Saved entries
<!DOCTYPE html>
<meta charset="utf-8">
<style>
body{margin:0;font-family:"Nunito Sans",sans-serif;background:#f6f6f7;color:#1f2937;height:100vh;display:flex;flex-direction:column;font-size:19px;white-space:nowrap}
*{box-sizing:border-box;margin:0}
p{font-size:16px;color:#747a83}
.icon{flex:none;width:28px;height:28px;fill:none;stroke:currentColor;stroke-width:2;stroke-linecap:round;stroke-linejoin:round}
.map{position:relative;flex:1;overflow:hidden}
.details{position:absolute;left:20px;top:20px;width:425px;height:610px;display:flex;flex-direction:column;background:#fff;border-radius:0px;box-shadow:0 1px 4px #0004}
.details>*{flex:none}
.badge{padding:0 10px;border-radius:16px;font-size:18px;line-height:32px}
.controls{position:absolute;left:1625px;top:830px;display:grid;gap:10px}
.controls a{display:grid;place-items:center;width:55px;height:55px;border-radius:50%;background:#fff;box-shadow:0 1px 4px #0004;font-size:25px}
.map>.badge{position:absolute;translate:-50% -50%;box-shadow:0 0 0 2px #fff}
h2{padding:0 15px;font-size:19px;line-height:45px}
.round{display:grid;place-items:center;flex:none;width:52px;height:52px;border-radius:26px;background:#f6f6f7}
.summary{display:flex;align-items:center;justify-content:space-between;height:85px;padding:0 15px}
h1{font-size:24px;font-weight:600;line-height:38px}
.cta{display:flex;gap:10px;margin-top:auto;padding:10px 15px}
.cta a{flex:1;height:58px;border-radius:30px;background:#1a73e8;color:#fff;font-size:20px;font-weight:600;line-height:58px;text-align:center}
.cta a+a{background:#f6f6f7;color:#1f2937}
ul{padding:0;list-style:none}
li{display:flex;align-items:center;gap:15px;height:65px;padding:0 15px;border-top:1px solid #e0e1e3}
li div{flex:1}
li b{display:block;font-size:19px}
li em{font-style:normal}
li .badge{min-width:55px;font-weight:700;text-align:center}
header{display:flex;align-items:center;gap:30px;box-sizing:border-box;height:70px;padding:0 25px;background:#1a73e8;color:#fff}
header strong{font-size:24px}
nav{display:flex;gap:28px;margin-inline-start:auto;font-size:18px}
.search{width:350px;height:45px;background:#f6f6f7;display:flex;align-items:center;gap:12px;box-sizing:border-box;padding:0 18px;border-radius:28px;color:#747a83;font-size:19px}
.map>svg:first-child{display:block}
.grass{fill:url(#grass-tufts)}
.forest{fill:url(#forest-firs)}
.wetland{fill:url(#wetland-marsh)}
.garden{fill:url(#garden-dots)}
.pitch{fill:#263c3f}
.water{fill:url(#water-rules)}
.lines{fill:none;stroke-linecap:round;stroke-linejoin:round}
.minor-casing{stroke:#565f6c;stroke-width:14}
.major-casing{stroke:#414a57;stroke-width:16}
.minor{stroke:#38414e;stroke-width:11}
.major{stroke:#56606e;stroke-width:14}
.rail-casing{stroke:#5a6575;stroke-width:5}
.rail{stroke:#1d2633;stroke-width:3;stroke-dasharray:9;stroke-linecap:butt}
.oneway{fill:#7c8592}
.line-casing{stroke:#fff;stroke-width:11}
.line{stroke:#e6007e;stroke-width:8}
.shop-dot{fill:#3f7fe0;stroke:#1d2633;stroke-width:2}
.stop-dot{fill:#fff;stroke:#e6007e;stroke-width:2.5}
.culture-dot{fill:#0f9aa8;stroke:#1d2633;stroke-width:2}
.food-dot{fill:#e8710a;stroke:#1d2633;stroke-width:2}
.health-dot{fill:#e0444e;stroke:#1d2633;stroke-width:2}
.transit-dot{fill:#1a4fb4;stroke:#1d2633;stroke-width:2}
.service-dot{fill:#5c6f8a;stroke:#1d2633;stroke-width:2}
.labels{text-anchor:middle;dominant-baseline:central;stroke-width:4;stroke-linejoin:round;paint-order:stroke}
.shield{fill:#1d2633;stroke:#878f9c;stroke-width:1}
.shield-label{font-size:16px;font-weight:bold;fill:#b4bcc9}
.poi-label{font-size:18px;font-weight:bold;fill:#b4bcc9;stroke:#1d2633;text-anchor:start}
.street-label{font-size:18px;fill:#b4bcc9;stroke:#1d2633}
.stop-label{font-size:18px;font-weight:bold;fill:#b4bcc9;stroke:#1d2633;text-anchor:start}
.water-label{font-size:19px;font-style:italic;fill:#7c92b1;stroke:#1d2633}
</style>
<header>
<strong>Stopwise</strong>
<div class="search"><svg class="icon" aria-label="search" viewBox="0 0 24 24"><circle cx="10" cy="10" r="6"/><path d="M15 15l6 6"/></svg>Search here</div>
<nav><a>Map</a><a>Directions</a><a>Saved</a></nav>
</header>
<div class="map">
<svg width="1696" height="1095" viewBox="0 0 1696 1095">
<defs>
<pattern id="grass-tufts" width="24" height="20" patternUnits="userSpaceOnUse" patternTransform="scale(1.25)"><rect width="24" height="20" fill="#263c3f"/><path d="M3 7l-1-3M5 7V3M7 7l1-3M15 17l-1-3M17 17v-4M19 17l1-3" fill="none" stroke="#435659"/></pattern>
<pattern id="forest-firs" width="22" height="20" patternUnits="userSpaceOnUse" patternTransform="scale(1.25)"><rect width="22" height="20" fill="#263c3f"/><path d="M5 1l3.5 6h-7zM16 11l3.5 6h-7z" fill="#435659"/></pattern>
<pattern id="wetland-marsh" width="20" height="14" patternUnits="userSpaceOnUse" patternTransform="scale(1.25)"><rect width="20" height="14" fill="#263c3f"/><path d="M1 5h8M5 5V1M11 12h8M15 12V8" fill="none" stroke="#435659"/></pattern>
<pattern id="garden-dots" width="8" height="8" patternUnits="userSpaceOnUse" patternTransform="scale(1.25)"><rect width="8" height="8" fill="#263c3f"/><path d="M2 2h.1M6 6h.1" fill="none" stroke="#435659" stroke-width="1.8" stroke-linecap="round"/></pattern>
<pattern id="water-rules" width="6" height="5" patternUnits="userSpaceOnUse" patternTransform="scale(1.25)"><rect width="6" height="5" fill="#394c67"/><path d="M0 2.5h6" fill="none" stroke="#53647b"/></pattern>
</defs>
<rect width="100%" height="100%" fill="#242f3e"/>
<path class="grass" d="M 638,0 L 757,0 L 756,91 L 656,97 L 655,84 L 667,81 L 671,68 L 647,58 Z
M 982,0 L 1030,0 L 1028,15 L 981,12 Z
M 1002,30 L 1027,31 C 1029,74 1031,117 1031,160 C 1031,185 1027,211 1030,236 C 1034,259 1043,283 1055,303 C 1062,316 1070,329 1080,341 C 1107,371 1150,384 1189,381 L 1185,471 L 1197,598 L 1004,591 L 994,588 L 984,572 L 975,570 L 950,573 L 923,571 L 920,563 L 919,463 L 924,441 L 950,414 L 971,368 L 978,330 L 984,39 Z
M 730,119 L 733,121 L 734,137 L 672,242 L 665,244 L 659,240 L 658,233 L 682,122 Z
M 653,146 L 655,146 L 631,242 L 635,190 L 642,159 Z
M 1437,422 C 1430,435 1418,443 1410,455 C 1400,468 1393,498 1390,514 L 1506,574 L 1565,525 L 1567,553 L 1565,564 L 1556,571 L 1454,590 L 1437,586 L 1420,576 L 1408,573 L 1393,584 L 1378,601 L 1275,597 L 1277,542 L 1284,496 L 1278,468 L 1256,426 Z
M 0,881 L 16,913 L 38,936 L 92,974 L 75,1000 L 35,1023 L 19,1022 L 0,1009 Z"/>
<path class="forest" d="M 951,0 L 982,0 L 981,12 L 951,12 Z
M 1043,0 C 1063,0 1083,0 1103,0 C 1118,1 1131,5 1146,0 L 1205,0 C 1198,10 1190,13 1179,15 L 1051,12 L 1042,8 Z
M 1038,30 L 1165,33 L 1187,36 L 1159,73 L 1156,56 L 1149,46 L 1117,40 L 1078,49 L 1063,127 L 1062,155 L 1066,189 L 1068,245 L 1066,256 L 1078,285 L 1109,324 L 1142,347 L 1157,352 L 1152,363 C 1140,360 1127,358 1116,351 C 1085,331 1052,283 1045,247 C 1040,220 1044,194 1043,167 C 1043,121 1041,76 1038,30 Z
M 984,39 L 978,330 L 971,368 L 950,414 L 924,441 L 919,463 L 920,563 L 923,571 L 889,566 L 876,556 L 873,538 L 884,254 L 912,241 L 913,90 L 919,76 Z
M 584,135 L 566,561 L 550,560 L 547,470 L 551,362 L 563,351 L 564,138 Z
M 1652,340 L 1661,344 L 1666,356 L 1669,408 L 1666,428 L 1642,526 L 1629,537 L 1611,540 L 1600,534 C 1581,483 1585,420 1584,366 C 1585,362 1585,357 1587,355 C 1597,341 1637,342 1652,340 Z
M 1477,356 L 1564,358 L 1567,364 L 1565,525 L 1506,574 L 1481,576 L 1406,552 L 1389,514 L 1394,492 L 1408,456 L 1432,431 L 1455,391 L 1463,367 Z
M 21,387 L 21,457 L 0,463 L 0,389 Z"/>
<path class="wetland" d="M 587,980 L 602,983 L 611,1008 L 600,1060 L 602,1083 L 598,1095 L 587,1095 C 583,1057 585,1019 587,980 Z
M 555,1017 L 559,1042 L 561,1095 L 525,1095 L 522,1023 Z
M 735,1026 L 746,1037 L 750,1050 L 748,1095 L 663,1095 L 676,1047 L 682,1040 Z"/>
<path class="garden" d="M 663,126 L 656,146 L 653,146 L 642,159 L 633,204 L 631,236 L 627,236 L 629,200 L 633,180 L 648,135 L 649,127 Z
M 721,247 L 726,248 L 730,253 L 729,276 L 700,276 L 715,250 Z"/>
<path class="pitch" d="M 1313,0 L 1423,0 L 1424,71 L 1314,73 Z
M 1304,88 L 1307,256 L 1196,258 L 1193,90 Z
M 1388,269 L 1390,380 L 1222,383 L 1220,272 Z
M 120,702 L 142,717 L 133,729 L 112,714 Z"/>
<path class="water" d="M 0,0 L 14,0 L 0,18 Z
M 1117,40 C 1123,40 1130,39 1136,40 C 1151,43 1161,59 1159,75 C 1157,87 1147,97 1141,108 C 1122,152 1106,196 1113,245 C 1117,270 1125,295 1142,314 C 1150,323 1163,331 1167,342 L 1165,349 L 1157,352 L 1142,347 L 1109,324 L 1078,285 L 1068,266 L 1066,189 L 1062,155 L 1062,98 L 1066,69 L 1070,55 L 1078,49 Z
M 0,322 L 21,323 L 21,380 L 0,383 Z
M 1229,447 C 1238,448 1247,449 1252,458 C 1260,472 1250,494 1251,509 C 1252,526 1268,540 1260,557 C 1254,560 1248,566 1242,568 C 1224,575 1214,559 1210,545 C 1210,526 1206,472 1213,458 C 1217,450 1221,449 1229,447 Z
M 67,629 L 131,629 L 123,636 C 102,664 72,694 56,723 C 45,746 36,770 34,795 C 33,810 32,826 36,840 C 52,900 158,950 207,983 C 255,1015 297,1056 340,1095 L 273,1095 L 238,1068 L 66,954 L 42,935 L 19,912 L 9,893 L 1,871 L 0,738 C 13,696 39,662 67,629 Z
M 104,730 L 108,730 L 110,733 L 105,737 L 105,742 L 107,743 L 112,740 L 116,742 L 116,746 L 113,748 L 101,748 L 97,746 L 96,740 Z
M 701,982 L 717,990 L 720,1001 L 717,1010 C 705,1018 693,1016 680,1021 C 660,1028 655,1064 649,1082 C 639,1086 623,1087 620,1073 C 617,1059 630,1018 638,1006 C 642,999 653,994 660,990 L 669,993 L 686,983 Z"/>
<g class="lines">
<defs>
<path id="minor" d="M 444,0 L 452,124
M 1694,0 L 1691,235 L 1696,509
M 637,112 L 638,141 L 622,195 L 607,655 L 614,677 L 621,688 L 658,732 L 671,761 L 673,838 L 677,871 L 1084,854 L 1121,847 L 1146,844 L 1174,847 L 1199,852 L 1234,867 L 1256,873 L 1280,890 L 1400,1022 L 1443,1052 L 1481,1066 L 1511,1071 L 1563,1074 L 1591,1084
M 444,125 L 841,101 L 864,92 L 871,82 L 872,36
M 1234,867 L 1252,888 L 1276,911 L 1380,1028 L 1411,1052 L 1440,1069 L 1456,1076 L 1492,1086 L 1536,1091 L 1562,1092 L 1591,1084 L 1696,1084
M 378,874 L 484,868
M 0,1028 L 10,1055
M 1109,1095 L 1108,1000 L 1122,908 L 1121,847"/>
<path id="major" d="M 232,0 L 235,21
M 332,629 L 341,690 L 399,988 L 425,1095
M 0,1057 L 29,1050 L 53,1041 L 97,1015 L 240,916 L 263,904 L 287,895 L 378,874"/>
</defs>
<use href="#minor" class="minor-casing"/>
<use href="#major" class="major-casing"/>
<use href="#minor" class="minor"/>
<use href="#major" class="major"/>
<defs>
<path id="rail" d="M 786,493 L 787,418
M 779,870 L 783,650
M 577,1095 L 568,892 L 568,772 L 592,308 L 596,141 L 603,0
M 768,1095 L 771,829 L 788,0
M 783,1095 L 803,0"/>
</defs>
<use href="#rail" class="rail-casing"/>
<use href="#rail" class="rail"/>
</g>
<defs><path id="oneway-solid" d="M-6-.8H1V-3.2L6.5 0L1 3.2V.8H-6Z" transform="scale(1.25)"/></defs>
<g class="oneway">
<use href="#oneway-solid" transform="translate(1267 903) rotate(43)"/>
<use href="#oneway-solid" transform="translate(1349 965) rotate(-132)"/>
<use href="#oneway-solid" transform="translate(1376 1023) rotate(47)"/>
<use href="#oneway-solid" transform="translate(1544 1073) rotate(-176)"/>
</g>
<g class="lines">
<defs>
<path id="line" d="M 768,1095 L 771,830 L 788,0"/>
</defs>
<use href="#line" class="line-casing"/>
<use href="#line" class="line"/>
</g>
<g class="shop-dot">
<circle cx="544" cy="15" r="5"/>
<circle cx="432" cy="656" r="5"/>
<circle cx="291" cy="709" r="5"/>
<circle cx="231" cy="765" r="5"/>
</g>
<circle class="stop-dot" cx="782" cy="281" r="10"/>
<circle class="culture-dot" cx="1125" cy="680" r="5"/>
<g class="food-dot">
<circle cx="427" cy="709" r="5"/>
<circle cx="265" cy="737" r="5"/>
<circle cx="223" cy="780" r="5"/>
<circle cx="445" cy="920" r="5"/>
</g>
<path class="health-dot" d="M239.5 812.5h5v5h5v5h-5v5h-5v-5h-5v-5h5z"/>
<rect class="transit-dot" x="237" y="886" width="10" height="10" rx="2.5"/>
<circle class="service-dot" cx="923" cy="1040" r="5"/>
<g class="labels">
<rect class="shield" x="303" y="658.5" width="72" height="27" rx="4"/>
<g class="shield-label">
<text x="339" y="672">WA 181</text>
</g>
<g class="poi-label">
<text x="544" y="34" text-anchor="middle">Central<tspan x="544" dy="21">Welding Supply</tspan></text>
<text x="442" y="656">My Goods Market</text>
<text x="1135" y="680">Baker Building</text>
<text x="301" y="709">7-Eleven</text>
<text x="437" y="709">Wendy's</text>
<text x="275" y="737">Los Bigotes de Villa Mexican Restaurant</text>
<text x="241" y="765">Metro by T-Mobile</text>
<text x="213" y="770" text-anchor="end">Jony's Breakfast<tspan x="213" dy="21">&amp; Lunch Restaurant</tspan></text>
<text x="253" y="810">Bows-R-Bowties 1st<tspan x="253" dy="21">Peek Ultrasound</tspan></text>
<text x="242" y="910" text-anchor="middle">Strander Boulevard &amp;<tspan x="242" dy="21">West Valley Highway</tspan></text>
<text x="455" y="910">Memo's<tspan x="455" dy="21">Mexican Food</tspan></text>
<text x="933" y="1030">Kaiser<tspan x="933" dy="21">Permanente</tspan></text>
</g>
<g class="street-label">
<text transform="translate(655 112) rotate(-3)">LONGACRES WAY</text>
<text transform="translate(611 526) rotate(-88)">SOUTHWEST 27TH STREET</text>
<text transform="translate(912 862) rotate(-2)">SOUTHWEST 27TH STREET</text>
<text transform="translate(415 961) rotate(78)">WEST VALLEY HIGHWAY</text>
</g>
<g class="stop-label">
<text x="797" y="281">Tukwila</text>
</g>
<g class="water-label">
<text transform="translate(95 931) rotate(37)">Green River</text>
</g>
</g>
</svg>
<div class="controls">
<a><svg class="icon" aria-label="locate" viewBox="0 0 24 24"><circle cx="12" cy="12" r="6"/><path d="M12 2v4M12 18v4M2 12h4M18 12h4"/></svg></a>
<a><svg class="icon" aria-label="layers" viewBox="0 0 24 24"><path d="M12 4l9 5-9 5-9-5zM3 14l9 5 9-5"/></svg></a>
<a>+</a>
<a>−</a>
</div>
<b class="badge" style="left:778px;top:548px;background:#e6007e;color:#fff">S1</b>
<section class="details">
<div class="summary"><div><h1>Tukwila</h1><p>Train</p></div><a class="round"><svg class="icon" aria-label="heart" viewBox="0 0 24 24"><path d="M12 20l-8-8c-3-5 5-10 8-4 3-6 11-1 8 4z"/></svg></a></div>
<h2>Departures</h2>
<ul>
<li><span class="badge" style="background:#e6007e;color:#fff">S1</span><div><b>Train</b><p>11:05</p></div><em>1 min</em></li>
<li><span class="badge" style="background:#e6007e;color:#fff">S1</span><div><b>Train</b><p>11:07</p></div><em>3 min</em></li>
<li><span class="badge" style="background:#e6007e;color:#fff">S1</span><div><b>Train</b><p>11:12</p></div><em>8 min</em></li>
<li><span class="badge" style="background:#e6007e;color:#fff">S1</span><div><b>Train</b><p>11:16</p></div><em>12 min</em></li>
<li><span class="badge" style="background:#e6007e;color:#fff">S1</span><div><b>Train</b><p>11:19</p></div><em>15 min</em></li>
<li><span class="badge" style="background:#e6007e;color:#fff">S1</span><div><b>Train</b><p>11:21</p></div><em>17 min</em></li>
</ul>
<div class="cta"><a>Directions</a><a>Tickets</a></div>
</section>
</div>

> _Directions for this task_: The string "search" appears in how many lines above? Answer with the number only.

> _Answer box_: 2